Estimated Salary: \$ 50000

So, should we say goodbye to that customer?

**Solution**

In [33]:
print(model.predict([[0, 0, 600, 1, 40, 3, 60000, 2, 1, 1, 50000]]))

[0]




## Part 3: Evaluating the model

### Making the Confusion Matrix

In [34]:
from sklearn.metrics import confusion_matrix

# Calculate the confusion matrix
cm = confusion_matrix(y_test, y_pred)

# Extract true negatives, false positives, false negatives, and true positives
tn, fp, fn, tp = cm.ravel()

# Print the confusion matrix and its components
print("Confusion Matrix:")
print(cm)
print(f"True Negatives (TN): {tn}")
print(f"False Positives (FP): {fp}")
print(f"False Negatives (FN): {fn}")
print(f"True Positives (TP): {tp}")

Confusion Matrix:
[[1506   89]
 [ 184  221]]
True Negatives (TN): 1506
False Positives (FP): 89
False Negatives (FN): 184
True Positives (TP): 221


### Accuracy

In [35]:
from sklearn.metrics import accuracy_score
accuracy_score(y_test, y_pred)

0.8635

### k-Fold Cross Validation

In [36]:
from sklearn.model_selection import cross_val_score
accuracies = cross_val_score(estimator = model,
                             X = X,
                             y = y,
                             scoring = 'accuracy',
                             cv = 10)
print(f"Accuracy: {accuracies.mean()*100} %")
print(f"Standard Deviation: {accuracies.std()*100}")

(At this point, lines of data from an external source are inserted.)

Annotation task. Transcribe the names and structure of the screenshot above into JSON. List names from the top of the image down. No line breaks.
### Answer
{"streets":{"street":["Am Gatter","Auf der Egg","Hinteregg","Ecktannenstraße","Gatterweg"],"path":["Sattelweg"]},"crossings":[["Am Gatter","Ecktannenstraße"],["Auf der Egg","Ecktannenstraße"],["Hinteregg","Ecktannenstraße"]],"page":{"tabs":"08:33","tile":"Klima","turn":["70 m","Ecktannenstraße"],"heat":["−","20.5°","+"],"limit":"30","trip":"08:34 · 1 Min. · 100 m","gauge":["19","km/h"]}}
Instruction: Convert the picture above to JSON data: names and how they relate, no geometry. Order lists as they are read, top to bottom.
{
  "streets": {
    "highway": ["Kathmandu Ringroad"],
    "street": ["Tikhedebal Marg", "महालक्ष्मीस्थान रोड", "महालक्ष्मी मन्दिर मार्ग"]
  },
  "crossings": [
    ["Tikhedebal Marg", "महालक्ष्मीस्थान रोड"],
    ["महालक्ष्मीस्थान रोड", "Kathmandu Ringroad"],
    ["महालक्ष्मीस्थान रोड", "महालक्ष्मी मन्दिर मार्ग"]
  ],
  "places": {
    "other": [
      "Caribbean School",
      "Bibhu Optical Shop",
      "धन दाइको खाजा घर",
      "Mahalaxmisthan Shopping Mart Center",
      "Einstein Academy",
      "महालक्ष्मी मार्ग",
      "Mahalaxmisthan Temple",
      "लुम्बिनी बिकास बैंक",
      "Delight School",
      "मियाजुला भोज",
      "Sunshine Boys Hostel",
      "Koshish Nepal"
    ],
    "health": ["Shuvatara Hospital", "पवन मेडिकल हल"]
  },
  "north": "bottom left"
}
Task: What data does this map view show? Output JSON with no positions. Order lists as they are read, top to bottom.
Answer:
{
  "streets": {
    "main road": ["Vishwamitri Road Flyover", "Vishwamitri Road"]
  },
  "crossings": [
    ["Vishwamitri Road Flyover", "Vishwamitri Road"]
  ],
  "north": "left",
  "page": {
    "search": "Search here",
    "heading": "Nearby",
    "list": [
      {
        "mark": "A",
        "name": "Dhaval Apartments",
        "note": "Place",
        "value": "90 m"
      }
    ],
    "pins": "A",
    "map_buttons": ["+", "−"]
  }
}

[LightGBM] [Info] Number of positive: 1833, number of negative: 7167
[LightGBM] [Info] Auto-choosing col-wise multi-threading, the overhead of testing was 0.001545 seconds.
You can set `force_col_wise=true` to remove the overhead.
[LightGBM] [Info] Total Bins 856
[LightGBM] [Info] Number of data points in the train set: 9000, number of used features: 11
[LightGBM] [Info] [binary:BoostFromScore]: pavg=0.203667 -> initscore=-1.363533
[LightGBM] [Info] Start training from score -1.363533
[LightGBM] [Info] Number of positive: 1833, number of negative: 7167
[LightGBM] [Info] Auto-choosing row-wise multi-threading, the overhead of testing was 0.000135 seconds.
You can set `force_row_wise=true` to remove the overhead.
And if memory is not enough, you can set `force_col_wise=true`.
[LightGBM] [Info] Total Bins 857
[LightGBM] [Info] Number of data points in the train set: 9000, number of used features: 11
[LightGBM] [Info] [binary:BoostFromScore]: pavg=0.203667 -> initscore=-1.363533
[LightGBM]

### Grid Search (might take some time to run)

In [None]:
from sklearn.model_selection import GridSearchCV
parameters = [{'num_leaves': [29,30,31,32,33], 'learning_rate': [0.08,0.09,0.1,0.11,0.12], 'n_estimators': [80,90,100,110,120]}]
grid_search = GridSearchCV(estimator = model,
                           param_grid = parameters,
                           scoring = 'accuracy',
                           cv = 10)
grid_search.fit(X, y)
best_accuracy = grid_search.best_score_
best_parameters = grid_search.best_params_
print(f"Best Accuracy: {best_accuracy*100}")
print("Best Parameters:", best_parameters)

In [None]:
# Explanation of GridSearchCV parameters:
# 'num_leaves': This parameter controls the maximum number of leaves in one tree. 
#               Increasing this value can improve the model's learning capacity but may lead to overfitting.
# 'learning_rate': This parameter determines the step size at each iteration while moving toward a minimum of a loss function.
#                  A smaller learning rate requires more boosting rounds but can lead to better accuracy.
# 'n_estimators': This parameter specifies the number of boosting rounds or trees in the model.
#                 More trees can improve the model's performance but also increase the risk of overfitting.